Despite the worst of starts to the year, Mr Bremner remains optimistic.
“Our future looks bright," he stated.
"There is plenty of pent-up demand and the holiday season is set to be longer than normal. Several of our retailers also operate guest accommodation and they have strong bookings well into September and October. As for 2022, many industry experts predict a bumper year.
"Pre-pandemic, our visitor footfall would reach 300,000 per year, if we can get close to that in 2022, we would be over the moon – so too would the operators of complementary shops, restaurants and cruise businesses in Drumnadrochit village.”
The positive signs include an increase in inbound international travel after pandemic restrictions put a block on overseas visits, while with many British holidaymakers still opting to vacation in the UK, some experts have predicted that Scotland, along with Cornwall and the Lake District, may replace Spain and France as the UK’s top holiday destinations.
Cruise ship visits, an important source of customers for the centre, have also resumed, although at present only for UK passengers, with 17 ships from six different companies scheduled to call into the Cromarty Firth in 2021.
Mr Bremner continued: “Our father, Ronnie Bremner, founded Loch Ness Centre and Exhibition in May 1980 and, up until March 2020, our doors would only ever be shut on Christmas Day.
"It’s been hard to cope with – financially and emotionally – but we are buzzing with excitement at the reopening, and plan to come back even stronger.

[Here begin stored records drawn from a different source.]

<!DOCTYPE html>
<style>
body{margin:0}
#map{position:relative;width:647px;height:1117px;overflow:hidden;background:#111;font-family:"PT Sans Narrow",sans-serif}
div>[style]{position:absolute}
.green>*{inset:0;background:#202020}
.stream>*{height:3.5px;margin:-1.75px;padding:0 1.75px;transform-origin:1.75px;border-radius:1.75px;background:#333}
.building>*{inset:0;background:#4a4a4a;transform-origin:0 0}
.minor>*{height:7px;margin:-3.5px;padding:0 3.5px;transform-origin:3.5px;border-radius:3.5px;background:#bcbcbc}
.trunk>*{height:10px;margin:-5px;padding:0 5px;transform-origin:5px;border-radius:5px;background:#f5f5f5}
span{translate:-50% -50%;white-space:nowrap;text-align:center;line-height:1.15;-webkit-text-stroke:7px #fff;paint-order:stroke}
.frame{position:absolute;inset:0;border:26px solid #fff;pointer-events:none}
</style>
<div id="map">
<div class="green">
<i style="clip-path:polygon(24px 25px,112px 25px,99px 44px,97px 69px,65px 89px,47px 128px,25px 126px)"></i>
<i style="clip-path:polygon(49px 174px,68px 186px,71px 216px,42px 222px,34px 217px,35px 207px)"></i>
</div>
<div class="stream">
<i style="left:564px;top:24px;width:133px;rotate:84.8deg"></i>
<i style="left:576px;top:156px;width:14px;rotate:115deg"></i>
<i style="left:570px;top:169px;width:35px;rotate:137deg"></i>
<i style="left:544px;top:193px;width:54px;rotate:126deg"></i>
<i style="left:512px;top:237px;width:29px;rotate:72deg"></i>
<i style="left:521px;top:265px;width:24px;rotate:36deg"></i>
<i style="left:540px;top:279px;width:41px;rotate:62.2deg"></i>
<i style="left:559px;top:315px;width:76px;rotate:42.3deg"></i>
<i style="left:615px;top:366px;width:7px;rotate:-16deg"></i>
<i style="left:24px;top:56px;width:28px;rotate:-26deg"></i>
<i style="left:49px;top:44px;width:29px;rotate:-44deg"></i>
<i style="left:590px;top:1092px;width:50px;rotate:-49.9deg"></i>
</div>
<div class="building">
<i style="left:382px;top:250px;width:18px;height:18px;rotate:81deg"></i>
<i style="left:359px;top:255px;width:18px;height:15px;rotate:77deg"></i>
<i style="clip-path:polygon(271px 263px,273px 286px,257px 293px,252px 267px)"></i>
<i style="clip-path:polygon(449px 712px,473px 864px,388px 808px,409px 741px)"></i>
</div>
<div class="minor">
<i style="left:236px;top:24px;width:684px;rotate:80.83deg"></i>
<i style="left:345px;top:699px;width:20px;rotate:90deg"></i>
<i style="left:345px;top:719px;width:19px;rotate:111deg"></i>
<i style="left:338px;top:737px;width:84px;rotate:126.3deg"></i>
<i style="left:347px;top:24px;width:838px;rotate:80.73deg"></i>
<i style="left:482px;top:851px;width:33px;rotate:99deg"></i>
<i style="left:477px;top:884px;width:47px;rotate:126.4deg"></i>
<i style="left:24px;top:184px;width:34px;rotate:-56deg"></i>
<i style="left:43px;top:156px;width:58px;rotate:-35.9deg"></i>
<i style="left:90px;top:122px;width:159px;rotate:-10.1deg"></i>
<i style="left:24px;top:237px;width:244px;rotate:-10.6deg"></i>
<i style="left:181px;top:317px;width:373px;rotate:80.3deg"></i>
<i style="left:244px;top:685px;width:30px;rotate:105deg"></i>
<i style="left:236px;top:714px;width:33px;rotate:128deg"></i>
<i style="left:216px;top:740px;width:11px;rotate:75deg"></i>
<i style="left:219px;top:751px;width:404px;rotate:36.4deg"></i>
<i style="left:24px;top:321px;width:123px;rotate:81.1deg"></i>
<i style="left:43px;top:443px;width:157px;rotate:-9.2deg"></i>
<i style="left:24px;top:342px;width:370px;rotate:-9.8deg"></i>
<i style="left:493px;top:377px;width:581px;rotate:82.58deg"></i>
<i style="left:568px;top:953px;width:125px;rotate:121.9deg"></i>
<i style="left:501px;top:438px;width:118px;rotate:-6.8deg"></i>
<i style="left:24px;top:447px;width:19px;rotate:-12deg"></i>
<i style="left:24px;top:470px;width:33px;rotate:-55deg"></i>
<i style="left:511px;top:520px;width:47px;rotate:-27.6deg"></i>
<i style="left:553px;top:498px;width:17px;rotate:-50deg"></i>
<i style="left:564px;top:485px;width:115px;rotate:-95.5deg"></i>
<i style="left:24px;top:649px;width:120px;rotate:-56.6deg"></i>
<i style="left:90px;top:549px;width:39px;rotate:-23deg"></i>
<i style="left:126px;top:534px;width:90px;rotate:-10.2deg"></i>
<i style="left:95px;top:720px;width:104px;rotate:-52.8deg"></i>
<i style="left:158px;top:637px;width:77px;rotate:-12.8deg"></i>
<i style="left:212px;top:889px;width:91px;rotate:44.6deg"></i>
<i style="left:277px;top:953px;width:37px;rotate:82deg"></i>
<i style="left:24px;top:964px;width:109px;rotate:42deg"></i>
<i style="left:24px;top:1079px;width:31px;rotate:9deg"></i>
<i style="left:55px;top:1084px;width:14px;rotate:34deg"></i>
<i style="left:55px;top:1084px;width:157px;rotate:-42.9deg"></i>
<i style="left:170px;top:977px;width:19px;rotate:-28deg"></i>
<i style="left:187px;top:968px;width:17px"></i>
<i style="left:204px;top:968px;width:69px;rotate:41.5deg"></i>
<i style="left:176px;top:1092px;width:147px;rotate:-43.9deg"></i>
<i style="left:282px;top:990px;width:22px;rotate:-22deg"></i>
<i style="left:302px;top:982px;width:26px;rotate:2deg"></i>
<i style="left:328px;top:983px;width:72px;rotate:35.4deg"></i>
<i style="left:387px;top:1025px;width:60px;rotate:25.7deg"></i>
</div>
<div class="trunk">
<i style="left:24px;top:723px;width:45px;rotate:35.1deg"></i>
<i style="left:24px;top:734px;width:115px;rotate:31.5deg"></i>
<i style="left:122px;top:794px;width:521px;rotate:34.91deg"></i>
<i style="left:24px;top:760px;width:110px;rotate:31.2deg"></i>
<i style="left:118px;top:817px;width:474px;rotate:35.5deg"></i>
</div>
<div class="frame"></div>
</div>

Necessary post-flood redecoration aside, we’ve been investing in our product, revamping the retail space and introducing new brands."
The centre now hosts Scotland’s smallest and newest craft distillery, Great Glen premium Scottish gin, which produces 250 bottles a week from the tiny 28m square distillery.
"They harvest local ingredients, such as heather, red sorrel and frankincense, and add clean pure Highland water sourced directly from Loch Ness. The bottles are flying off the shelves," Mr Bremner added.